See that wasn't so difficult was it.

Tuesday, June 3, 2008

Light weight java game library

Being a server side guy, i decided it was time to do a bit of game programming as a challenge. I have started looking at LWJGL (Light Weight Java Game Library) which can interface with libraries like OpenGL and OpenAL. Still need to come up with a concept to start using it for developing a prototype, but time i did something different.

Friday, May 30, 2008

new java puzzlers (As presented in Javapolis --2007)

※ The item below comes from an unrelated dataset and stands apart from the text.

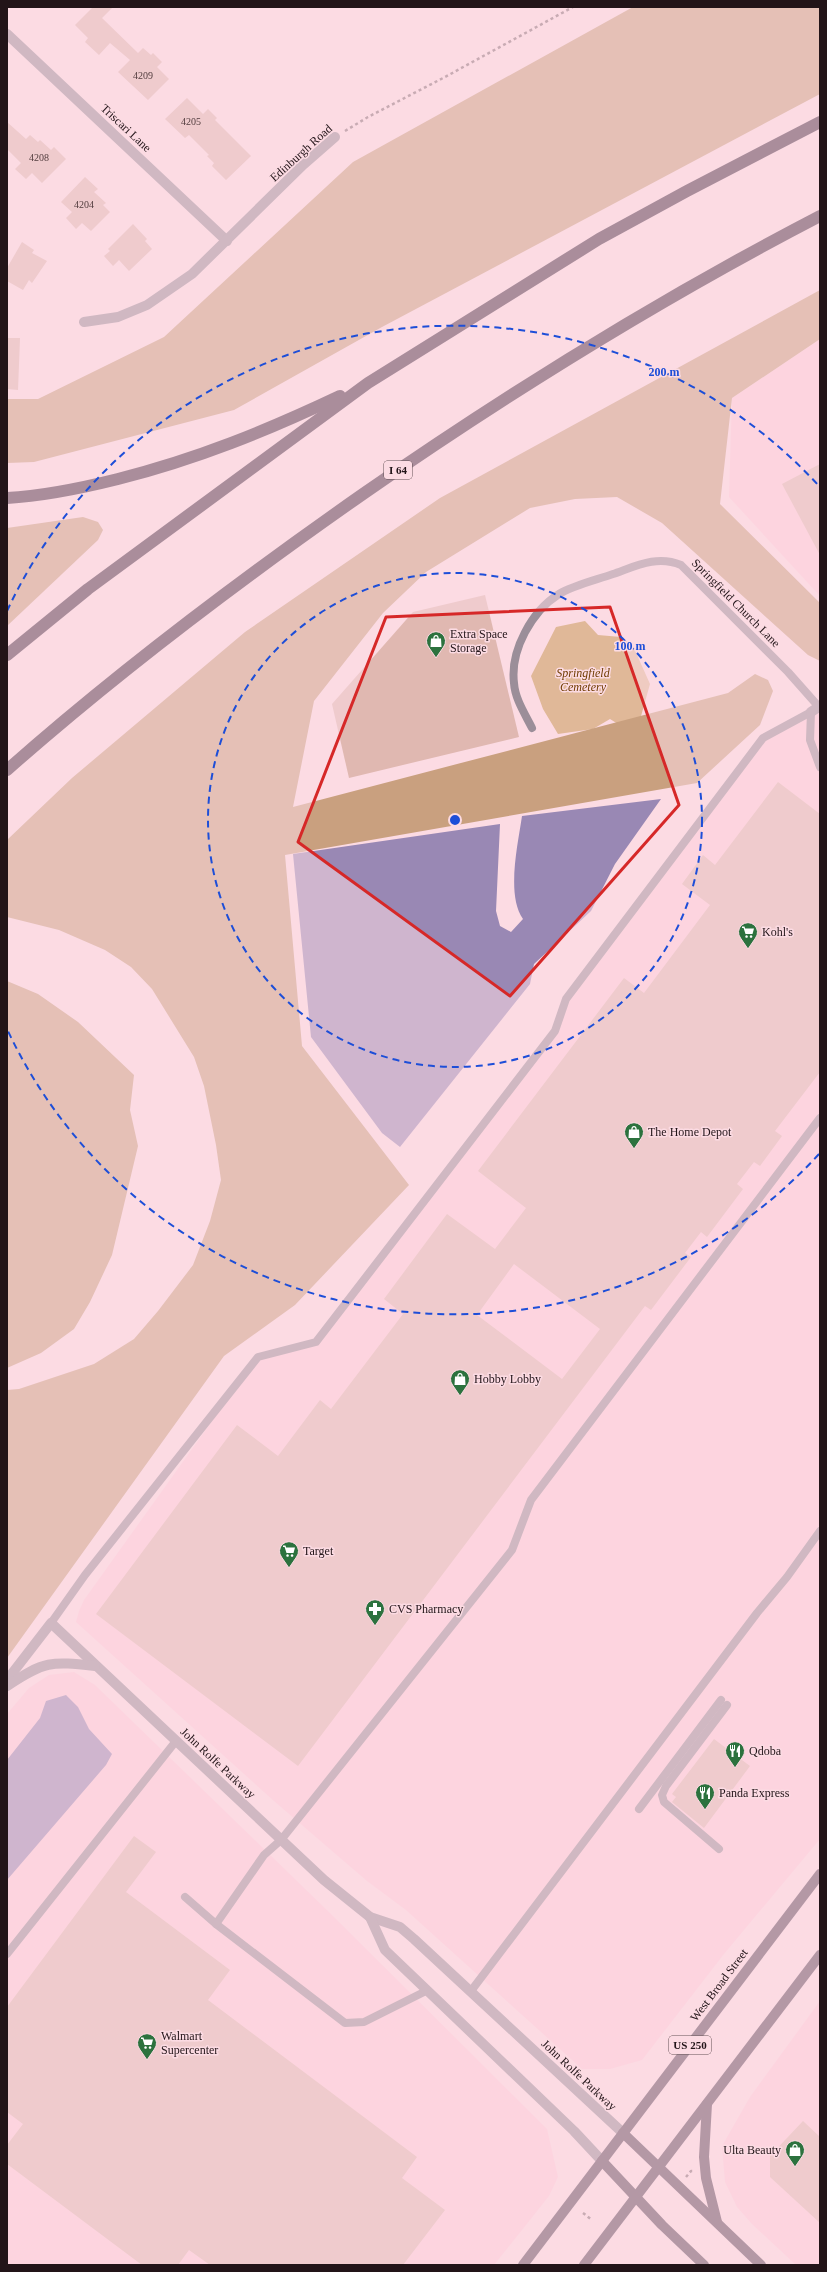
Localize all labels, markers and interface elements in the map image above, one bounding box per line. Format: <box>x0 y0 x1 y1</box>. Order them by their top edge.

Just to flex your java muscles here are some java puzzlers -- taken from the javapolis 2007 session by neal gafter and josh bloch

1) Set of Shorts (hehehe)

public class ShortSet {
public static void main(String[] args) {
SetshortSet=new HashSet();
for(short i=0;i<100;i++){
shortSet.add(i);
shortSet.remove(i-1);
}
System.out.println("Size of Set =" + shortSet.size()) ;
}
}
The choices are
1)1
2)100
3) Throws an exception
4) None of the above

2)Racy little number

public class Test extends TestCase {
int number;
public void test()throws InterruptedException{
number=0;
Thread t=new Thread(new Runnable(){
public void run(){
assertEquals(2, number);
}
});
number=1;
t.start();
number++;
t.join();
}

}
What is the outcome of this test
1) Passes Sometimes
2)Fails Sometimes
3)Always passes
4) Always hangs

Monday, May 26, 2008

How to derail your experts and ruin their performance

Its very simple, force them to follow rules. Experts draw a lot based on their experience and intuition as opposed to novices who need a set of rules which tells them what to do exactly to finish the task at hand, like filling your tax return forms(i never figured that out, just follow whats written there). Any corporate/methodology which follows iron clad rules for development tends to pull the experts down and drags their performance to a novice level. The industry tends to ruin experts often in this way. We can say that they are trying to herd racehorses, rather than racing them. Intuition is a tool to an expert, but organizations discount it saying its not scientific/repeatable etc. Conversely, we also tend to take novices and throw them in the
deep end of the development pool—far over their heads. Here we’re trying to race sheep. A misguided sense of political correctness tends to treat all developers the same way, irrespective of the fact that there is a 20:1 to 40:1 in the productivity of the developers.

Living out of the box

I managed to read the book from the Arbinger institute related to living out of the box(cant remember the name of the book). Seems a similar concept to the one proposed by psychologists Kruger and Dunning in their paper Unskilled and Unaware of it:How difficulties in recognizing one's own incompetence leads to Inflated Self Assessment.

The Dreyfus model

Developed by two brothers who were interested in AI, the Dreyfus model has been used successfully in different areas for developing skills and understanding how to transition from novice to an expert. Rather than analyzing something as a whole, it treats things on a per skill level. For example, someone might be a novice cook but be great at playing tennis. Interesting concept and worth reading, researching and applying.

Friday, May 23, 2008

The bane of java exceptional handling

Exception handling should be fail safe. What it implies is that the last exception which is thrown should be propagated up the call stack. However taking a look at a simple example shows how complicated exceptional handling can be.
Lets take a scenario of the following block of code where we are trying to open a file
InputStream input = null;

try{

input = new FileInputStream("myFile.txt");

//do something with the stream

} catch(IOException e){
throw new WrapperException(e);
} finally {
try{
input.close();
} catch(IOException e){
throw new WrapperException(e);
}
}

Now suppose that the file myFile.txt does not exist, so an FNFE(FileNotFoundException) would be
thrown from the try block. The catch blocked would catch the FNFE , wrap the exception and rethrow it.
Till now all seems well. When the call reaches the finally block, since input is null,
a call to input.close() would result in a NullPointerException(NPE) being thrown.
Now since the finally block never catches a NPE, it would propagate up the call stack.
The WrappedException(WE) from the catch block simply disappears.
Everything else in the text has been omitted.